Я снова сжался, но ничего не почувствовал, а Клекс оказался в углу раньше, чем я упал и бережно поймал меня. Отец усмехнулся.
– Я оставлю тебе эти черепки. Того демона я вызвал, попросить у него, чтобы ты полюбил меня.
– Но это был демон ярости! – удивился Амброджи.
– Я перепутал, – пожал плечами Амарас, – я думал, что все демоны одинаковые. Но я не успел у него ничего попросить, ты и твоя дурацкая птица вмешались. А потом ты меня выгнал.
– Конечно! Ты же нарушил правила!
– Правила… правила для кукол. Амброзиус не будет нарушать правила, – Амарас рассмеялся.
Амброджи покачал головой.
– Амарас, я не знаю… не знаю, что сказать. Я не хотел тебя обижать, никогда, я не понимаю, откуда в тебе столько…
– И никогда не понимал. Теперь, может, поймешь. Когда поставишь это чучело на постамент. Я отключил его. Все это время, я все слышал и видел, все, о чем вы говорили, все, что вы делали.
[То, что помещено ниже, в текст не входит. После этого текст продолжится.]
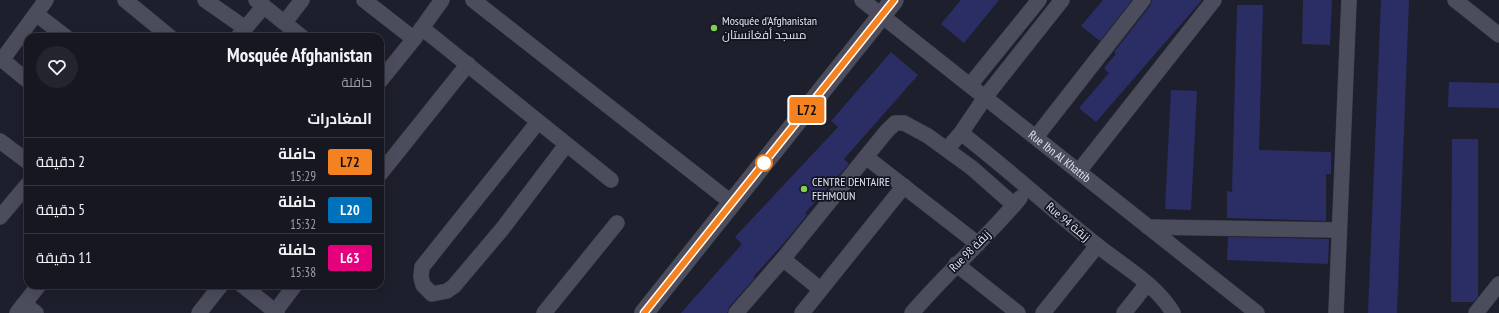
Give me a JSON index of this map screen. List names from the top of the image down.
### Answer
{
  "streets": {
    "street": ["Rue Ibn Al Khattib", "Rue 94 زنقة", "Rue 98 زنقة"]
  },
  "crossings": [
    ["Rue 94 زنقة", "Rue 98 زنقة"]
  ],
  "places": ["Mosquée d'Afghanistan مسجد أفغانستان", "CENTRE DENTAIRE FEHMOUN"],
  "lines": ["bus line L72"],
  "page": {
    "on_map": "L72",
    "heading": [
      ["Mosquée Afghanistan", "حافلة"],
      "المغادرات"
    ],
    "list": [
      {
        "mark": "L72",
        "name": "حافلة",
        "note": "15:29",
        "value": "2 دقيقة"
      },
      {
        "mark": "L20",
        "name": "حافلة",
        "note": "15:32",
        "value": "5 دقيقة"
      },
      {
        "mark": "L63",
        "name": "حافلة",
        "note": "15:38",
        "value": "11 دقيقة"
      }
    ]
  }
}
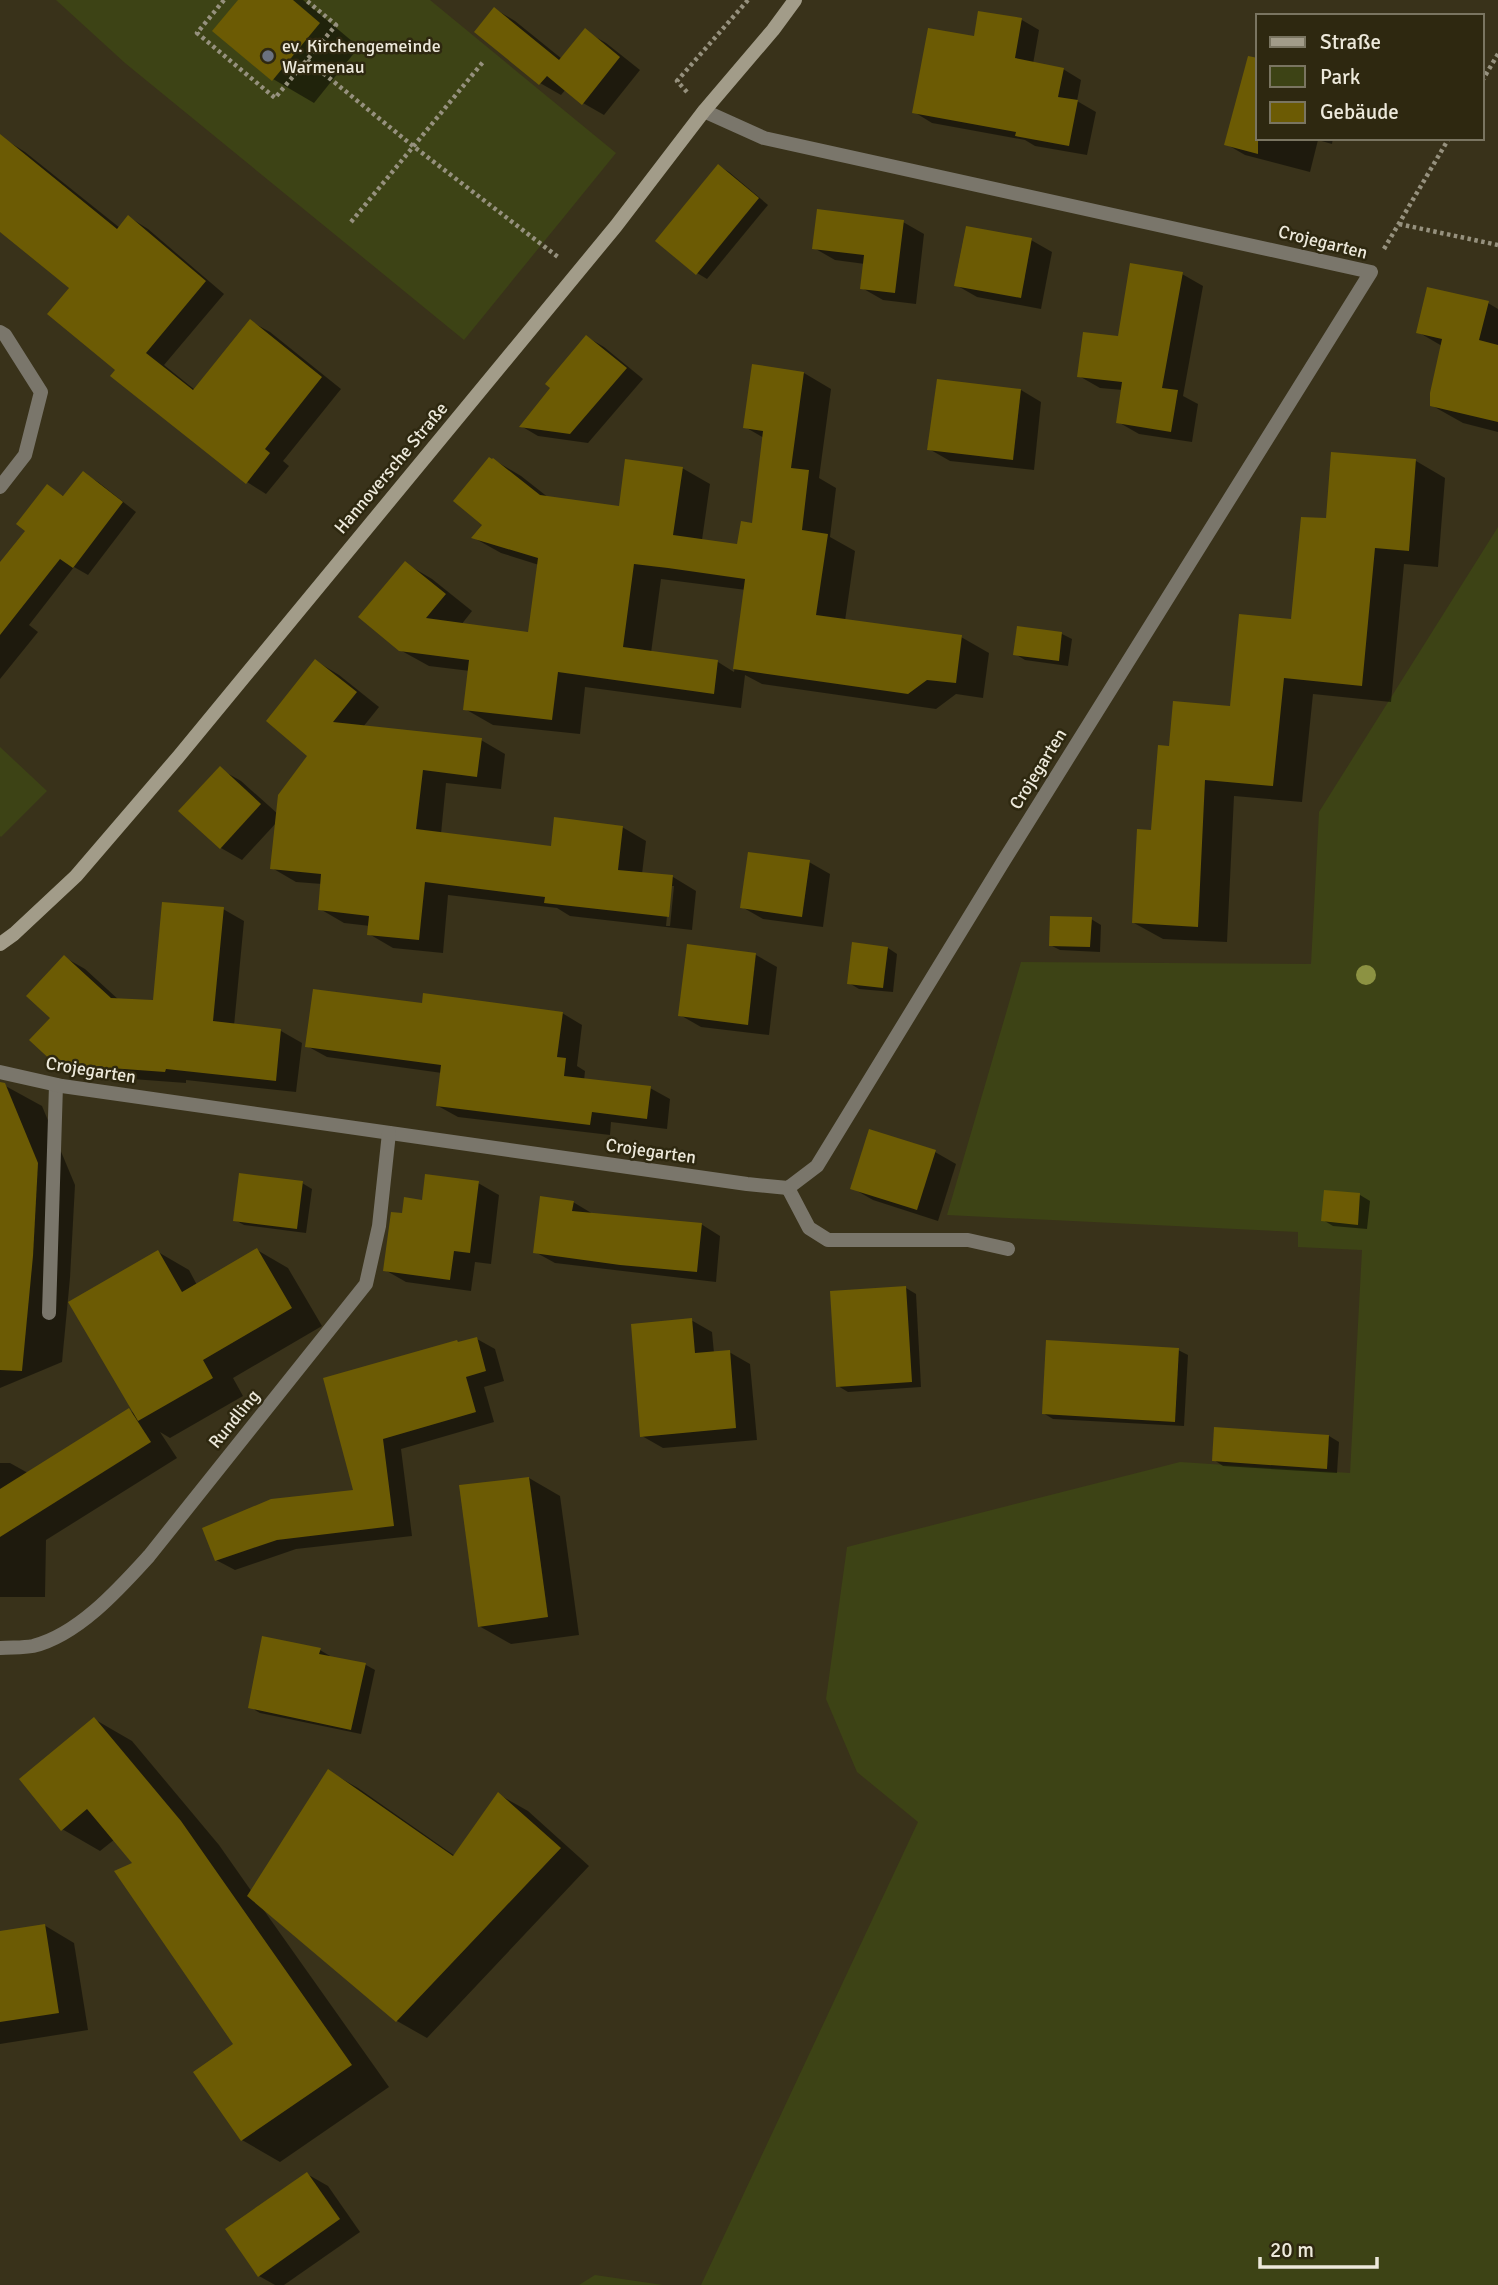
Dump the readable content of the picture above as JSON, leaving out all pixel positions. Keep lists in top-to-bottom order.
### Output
{
  "streets": {
    "street": ["Crojegarten", "Hannoversche Straße", "Rundling"]
  },
  "crossings": [
    ["Crojegarten", "Hannoversche Straße"],
    ["Crojegarten", "Rundling"]
  ],
  "places": ["ev. Kirchengemeinde Warmenau"],
  "legend": ["Straße", "Park", "Gebäude"],
  "scale_bar": "20 m"
}
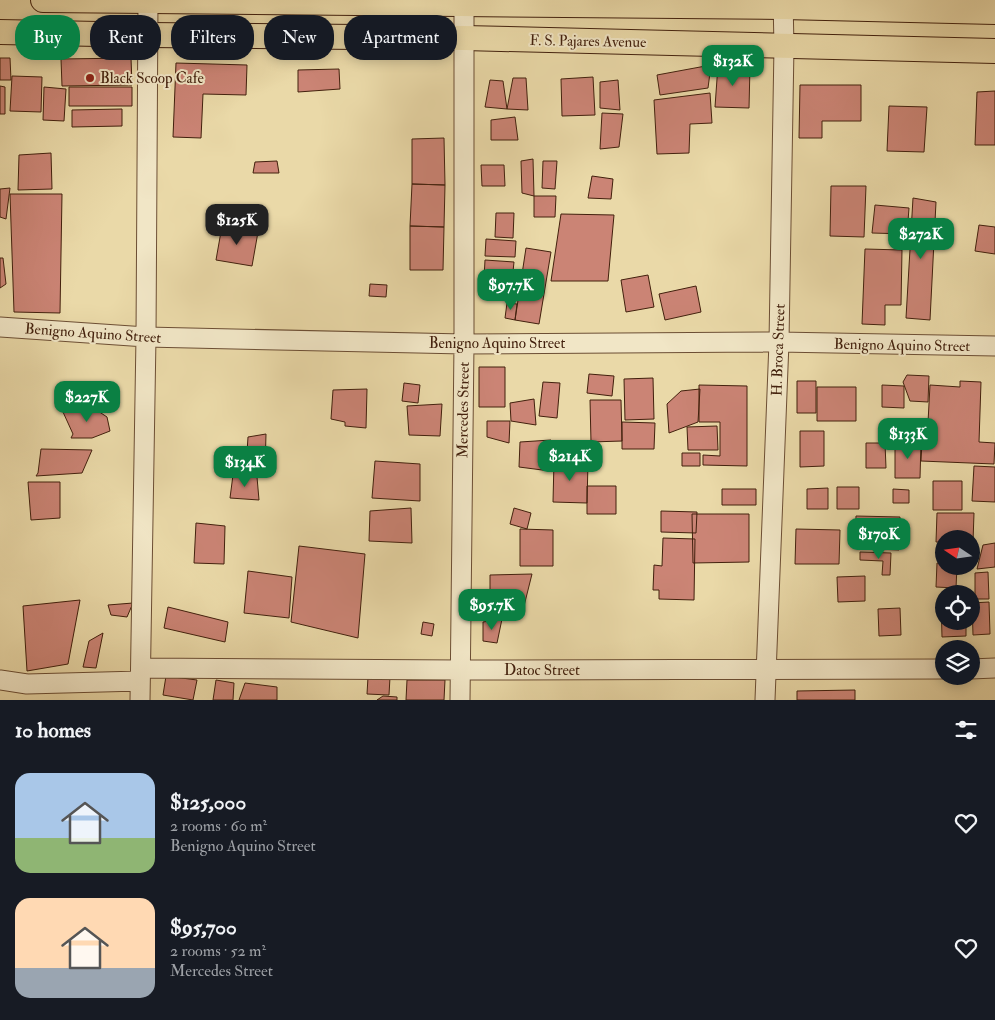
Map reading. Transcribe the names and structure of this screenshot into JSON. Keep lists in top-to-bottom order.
{
  "streets": {
    "main road": ["F. S. Pajares Avenue"],
    "street": [
      "Benigno Aquino Street",
      "H. Broca Street",
      "Mercedes Street",
      "Datoc Street"
    ]
  },
  "crossings": [
    ["F. S. Pajares Avenue", "H. Broca Street"],
    ["F. S. Pajares Avenue", "Mercedes Street"],
    ["Benigno Aquino Street", "H. Broca Street"],
    ["Benigno Aquino Street", "Mercedes Street"],
    ["H. Broca Street", "Datoc Street"],
    ["Mercedes Street", "Datoc Street"]
  ],
  "places": ["Black Scoop Cafe"],
  "north": "left",
  "page": {
    "chip": [
      "Buy",
      "Rent",
      "Filters",
      "New",
      "Apartment"
    ],
    "price": [
      "$132K",
      "$125K",
      "$272K",
      "$97.7K",
      "$227K",
      "$133K",
      "$214K",
      "$134K",
      "$170K",
      "$95.7K"
    ],
    "heading": "10 homes",
    "list": [
      {
        "name": "$125,000",
        "note": "2 rooms · 60 m² · Benigno Aquino Street"
      },
      {
        "name": "$95,700",
        "note": "2 rooms · 52 m² · Mercedes Street"
      }
    ]
  }
}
Это я приказывал ему, что тебе отвечать, как тебя касаться… как тебя любить… – тише сказал Амарас, – Это все время был я. Только идеальнее.
Я изумился. Я совсем не чувствовал, что мне кто-то приказывает как-то отвечать, я помнил, что говорил и я сказал бы это и сейчас. Но если я кукла, если отец все это время говорил за меня, если он все делал за меня, почему сейчас мои мысли не останавливаются? Ведь он меня отключил.
Я задумался. Действительно, я никогда не болел и никогда не испытывал боли. Мне все легко давалось, я быстро учился. Мое тело было ловким и сильным.
– Амарас, я думал ты обезумел тогда, – горько сказал Амброджи, он аккуратно положил мое тело на постель и шагнул к отцу.
– Я и обезумел, – прошипел Амарас.
– Но… право же, у тебя не было на то причины! Ни одной! Ты был… дорог мне, – голос учителя дрогнул.
– Но не дороже всего!
Учитель вздохнул. Амброджи Клекс никогда не лгал.
– Возможно, ты не дал мне шанса, Амарас, – сказал волшебник.
– Ну, я учился у тебя гораздо дольше, чем Амброзиус.
– Ну, ко встрече с Амброзиусом и я кое-чему научился, Амарас, тогда я не знал, каково это, ценить людей. Долгие годы одиночества научили меня этому. Может… долгие годы потери, тебя.
– Не лги мне! – яростно зашипел Амарас.
– Зачем мне лгать? Ты ведь все сделал, отомстил, – Амброджи хотел погладил меня по треснувшей щеке, но сдержался и отвел руку. – Пойдем на крышу, Амарас, поговорим еще. Теперь, когда я знаю об этом страшном недоразумении, может, мы сможем все исправить?
Отец закрыл глаза, словно ему было больно, мотнул головой и кивнул, посмотрев на учителя.
– Хорошо.
И они ушли. А я остался, потому что я не знал, могу ли я отходить от своей куклы.
ХХХХ
Амарас смеялся сквозь слезы.
Он и учитель сидели на крыше, разговаривая, пытаясь наверстать долгие годы глупой разлуки.
Я стоял рядом. Но они меня не видели. Отец – по привычке я продолжал называть его так, – говорил, отвечал, рассказывал. И я кое-что заметил. Он говорил не так, как я. Я бы отвечал не так. То есть, конечно, отец рассказывал про тот опыт, которого у меня не было, но то, как он рассказывал, это было совсем иначе. Он не я! Он не приказывал мне! Но как предупредить Амброджи?
И тут я увидел, увидел ясный взгляд учителя, он грустно смотрел в мою сторону, он не видел меня, но смотрел прямо на меня. Влюбленно и грустно.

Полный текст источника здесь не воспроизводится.